# 使用AutoEncoder降维

In [1]:
import torch
import torch.nn as nn
import torch.optim as optim
from torch.utils.data import DataLoader, TensorDataset
import numpy as np
import pandas as pd
# 定义 AutoEncoder 网络
class AutoEncoder(nn.Module):
    def __init__(self, input_dim, encoding_dim):
        super(AutoEncoder, self).__init__()
        self.encoder = nn.Sequential(
            nn.Linear(input_dim, 1024),
            nn.ReLU(True),
            nn.Linear(1024, encoding_dim),
            nn.ReLU(True)
        )
        self.decoder = nn.Sequential(
            nn.Linear(encoding_dim, 1024),
            nn.ReLU(True),
            nn.Linear(1024, input_dim),
            nn.Sigmoid()
        )

    def forward(self, x):
        x = self.encoder(x)
        x = self.decoder(x)
        return x

# 定义训练函数
def train(model, dataloader, num_epochs, learning_rate):
    criterion = nn.MSELoss()
    optimizer = optim.Adam(model.parameters(), lr=learning_rate)

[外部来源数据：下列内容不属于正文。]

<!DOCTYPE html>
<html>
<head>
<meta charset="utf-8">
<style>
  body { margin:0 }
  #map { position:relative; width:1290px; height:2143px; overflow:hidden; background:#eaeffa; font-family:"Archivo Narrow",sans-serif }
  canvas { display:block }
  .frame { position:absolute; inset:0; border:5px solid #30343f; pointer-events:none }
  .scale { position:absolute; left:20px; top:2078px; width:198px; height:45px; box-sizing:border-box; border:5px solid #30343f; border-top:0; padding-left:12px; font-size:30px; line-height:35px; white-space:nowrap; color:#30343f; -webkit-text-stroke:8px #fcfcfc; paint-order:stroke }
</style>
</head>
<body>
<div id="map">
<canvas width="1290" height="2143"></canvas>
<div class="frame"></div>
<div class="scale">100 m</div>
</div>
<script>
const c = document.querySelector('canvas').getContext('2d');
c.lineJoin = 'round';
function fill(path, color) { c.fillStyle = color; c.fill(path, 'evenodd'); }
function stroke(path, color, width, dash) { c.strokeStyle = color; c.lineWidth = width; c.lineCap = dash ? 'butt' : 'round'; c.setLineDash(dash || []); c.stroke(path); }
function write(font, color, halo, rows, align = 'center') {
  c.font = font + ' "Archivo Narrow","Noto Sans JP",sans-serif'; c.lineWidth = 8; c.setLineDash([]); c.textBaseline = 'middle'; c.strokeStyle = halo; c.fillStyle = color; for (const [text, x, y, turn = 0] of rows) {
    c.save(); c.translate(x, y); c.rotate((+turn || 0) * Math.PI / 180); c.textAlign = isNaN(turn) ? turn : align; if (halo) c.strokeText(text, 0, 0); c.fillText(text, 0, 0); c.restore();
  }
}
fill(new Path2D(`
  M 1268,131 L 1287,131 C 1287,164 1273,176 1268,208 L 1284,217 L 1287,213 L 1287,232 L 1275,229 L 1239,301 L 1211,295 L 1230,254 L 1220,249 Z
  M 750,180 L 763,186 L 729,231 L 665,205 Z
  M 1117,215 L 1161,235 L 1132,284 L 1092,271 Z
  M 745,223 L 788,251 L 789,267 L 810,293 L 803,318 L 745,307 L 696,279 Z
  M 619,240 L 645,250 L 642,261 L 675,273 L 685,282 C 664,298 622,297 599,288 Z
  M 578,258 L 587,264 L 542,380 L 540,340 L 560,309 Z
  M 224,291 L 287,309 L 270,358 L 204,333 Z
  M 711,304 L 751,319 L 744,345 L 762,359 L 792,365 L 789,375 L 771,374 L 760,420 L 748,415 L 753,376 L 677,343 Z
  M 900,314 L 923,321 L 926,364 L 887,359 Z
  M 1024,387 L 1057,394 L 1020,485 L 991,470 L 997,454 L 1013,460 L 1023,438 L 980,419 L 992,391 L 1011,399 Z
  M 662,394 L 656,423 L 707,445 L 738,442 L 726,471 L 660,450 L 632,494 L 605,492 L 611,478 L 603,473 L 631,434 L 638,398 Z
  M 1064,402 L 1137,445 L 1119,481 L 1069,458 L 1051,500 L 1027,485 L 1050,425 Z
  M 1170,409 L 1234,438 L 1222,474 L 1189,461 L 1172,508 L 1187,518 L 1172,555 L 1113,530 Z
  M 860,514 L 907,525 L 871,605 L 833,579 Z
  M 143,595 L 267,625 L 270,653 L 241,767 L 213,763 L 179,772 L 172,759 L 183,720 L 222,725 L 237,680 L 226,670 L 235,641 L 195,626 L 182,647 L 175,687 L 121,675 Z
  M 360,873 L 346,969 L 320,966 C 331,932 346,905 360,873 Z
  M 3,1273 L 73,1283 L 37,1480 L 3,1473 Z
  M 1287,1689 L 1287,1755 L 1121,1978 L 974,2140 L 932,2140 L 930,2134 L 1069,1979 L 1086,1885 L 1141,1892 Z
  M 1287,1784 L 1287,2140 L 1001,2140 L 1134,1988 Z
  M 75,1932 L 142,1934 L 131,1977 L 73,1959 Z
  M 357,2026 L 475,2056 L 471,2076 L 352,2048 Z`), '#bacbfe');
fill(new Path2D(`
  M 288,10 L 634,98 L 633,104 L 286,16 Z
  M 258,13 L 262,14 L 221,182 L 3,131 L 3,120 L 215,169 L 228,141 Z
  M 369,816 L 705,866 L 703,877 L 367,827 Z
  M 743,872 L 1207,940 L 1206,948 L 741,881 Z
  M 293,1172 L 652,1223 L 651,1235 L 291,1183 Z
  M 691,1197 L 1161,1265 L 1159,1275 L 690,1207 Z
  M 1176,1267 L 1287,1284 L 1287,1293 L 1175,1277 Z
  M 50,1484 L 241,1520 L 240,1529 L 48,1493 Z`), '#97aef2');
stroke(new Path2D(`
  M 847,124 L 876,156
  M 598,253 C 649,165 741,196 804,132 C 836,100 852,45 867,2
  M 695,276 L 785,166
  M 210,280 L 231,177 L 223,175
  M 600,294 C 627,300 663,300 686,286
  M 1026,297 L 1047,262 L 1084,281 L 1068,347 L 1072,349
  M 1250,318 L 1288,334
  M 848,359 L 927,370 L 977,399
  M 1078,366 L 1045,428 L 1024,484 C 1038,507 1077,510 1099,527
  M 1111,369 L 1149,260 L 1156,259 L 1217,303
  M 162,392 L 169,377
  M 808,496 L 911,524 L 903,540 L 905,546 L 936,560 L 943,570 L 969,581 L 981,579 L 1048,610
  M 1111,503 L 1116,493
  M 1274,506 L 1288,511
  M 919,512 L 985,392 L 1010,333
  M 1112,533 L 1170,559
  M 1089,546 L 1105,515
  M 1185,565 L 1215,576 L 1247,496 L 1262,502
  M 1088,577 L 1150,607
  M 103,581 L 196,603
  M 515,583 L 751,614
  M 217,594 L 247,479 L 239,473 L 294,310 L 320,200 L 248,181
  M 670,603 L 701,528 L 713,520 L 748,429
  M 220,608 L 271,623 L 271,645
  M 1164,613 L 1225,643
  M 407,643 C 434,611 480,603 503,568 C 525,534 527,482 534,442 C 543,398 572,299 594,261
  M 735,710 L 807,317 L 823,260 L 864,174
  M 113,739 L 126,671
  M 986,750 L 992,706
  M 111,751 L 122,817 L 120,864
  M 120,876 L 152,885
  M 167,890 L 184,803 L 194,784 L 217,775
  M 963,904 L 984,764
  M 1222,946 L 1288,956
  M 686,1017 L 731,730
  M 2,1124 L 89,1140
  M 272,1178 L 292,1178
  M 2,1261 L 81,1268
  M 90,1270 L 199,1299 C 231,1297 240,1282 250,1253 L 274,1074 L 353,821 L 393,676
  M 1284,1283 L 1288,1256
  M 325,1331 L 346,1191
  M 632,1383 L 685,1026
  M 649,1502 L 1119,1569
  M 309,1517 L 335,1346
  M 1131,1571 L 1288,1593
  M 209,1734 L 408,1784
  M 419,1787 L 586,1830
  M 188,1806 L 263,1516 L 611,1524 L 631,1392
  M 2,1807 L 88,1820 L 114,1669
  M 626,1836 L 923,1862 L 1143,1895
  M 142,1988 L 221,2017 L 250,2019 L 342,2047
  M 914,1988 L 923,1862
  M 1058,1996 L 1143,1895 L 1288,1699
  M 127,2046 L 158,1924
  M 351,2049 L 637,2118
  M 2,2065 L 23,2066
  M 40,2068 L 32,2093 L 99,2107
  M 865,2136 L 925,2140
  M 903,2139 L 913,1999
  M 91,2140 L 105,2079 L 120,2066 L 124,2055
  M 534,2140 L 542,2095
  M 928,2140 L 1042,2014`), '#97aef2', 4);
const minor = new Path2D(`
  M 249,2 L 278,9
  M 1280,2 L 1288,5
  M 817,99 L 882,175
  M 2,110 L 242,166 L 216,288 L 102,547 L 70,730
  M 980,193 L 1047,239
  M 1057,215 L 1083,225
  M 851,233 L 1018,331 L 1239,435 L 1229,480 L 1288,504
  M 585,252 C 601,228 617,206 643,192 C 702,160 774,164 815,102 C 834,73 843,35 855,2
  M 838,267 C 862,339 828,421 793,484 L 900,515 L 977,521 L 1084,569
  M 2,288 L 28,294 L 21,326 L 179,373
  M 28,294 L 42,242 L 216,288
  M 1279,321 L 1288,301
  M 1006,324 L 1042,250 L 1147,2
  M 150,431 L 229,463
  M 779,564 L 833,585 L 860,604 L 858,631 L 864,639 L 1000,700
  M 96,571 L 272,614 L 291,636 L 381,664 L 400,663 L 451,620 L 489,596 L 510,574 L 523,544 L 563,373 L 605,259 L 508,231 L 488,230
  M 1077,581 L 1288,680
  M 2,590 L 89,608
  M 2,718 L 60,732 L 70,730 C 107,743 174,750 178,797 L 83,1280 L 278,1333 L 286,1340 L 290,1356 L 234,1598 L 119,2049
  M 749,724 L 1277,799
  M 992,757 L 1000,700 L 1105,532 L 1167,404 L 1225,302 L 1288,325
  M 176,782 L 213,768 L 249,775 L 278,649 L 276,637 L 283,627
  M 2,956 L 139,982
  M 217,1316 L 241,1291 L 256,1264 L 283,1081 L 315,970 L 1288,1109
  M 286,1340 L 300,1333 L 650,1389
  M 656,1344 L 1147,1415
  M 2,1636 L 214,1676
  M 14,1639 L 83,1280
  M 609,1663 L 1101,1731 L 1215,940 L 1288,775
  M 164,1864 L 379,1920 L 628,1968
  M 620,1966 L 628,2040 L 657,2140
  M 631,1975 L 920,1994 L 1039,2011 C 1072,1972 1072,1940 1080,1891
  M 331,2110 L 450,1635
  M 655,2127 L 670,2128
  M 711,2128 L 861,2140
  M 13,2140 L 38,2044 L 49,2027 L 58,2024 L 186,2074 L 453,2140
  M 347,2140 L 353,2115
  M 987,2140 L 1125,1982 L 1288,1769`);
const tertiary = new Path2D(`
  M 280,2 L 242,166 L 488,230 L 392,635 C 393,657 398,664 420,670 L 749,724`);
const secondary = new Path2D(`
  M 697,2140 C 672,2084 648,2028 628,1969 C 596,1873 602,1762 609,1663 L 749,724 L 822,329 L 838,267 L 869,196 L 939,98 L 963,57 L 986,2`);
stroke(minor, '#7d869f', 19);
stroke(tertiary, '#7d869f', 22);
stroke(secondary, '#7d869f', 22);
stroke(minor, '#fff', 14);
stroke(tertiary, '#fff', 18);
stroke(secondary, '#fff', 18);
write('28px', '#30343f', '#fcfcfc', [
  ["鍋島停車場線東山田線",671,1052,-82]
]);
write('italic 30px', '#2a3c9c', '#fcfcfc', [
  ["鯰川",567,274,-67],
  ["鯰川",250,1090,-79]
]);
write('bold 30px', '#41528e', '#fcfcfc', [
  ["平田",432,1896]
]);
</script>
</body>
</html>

    for epoch in range(num_epochs):
        for data in dataloader:
            inputs, _ = data
            inputs = inputs.to(device)
            optimizer.zero_grad()
            outputs = model(inputs)
            loss = criterion(outputs, inputs)
            loss.backward()
            optimizer.step()

        # 打印损失
        if epoch % 100 == 0:
            print('Epoch [{}/{}], Loss: {:.4f}'.format(epoch+1, num_epochs, loss.item()))





In [2]:
def min_max_normalize(tensor):
    min_val = tensor.min()
    max_val = tensor.max()
    normalized_tensor = (tensor - min_val) / (max_val - min_val)
    return normalized_tensor, min_val, max_val

def min_max_denormalize(normalized_tensor, min_val, max_val):
    denormalized_tensor = normalized_tensor * (max_val - min_val) + min_val
    return denormalized_tensor

In [3]:
def setup_seed(seed):
     torch.manual_seed(seed)
     torch.cuda.manual_seed_all(seed)
     torch.cuda.manual_seed(seed)
     np.random.seed(seed)
     torch.backends.cudnn.deterministic = True

In [4]:
setup_seed(42)
device = torch.device('cuda' if torch.cuda.is_available() else 'cpu')
device

device(type='cuda')

In [5]:
# 加载数据
data = pd.read_csv('GSE25066_merge.csv')
data = data[data['group'] == 0]
data.pop('group')
data_tensor = torch.from_numpy(data.values).to(torch.float32).to(device)
nor_data_tensor, ae_min,ae_max = min_max_normalize(data_tensor)
print(nor_data_tensor)
dataset = TensorDataset(nor_data_tensor,nor_data_tensor)
dataloader = DataLoader(dataset, batch_size=32, shuffle=True)

# 创建 AutoEncoder 模型
input_dim = 13236
encoding_dim = 512  # 降维后的维度
model = AutoEncoder(input_dim, encoding_dim).to(device)

# 训练模型
num_epochs = 10
learning_rate = 0.0001


tensor([[0.6131, 0.5153, 0.4467,  ..., 0.4749, 0.3460, 0.4236],
        [0.6731, 0.4737, 0.4691,  ..., 0.4936, 0.3113, 0.5068],
        [0.6626, 0.4508, 0.4821,  ..., 0.4458, 0.4158, 0.4828],
        ...,
        [0.6257, 0.5087, 0.4559,  ..., 0.4788, 0.3211, 0.4210],
        [0.6404, 0.4866, 0.4323,  ..., 0.4856, 0.2900, 0.4329],
        [0.6162, 0.4467, 0.4790,  ..., 0.4762, 0.3068, 0.4674]],
       device='cuda:0')


In [6]:
from pathlib import Path
model_file_name = 'GSE20194_AE.pth'
model_file = Path(model_file_name)
if model_file.exists():
    # 指定的文件存在
    print(f'{model_file_name}:read model params!')
    model.load_state_dict(torch.load(model_file_name))
else:
    print(f'{model_file_name}:not exist!')
    train(model, dataloader, 1000, learning_rate)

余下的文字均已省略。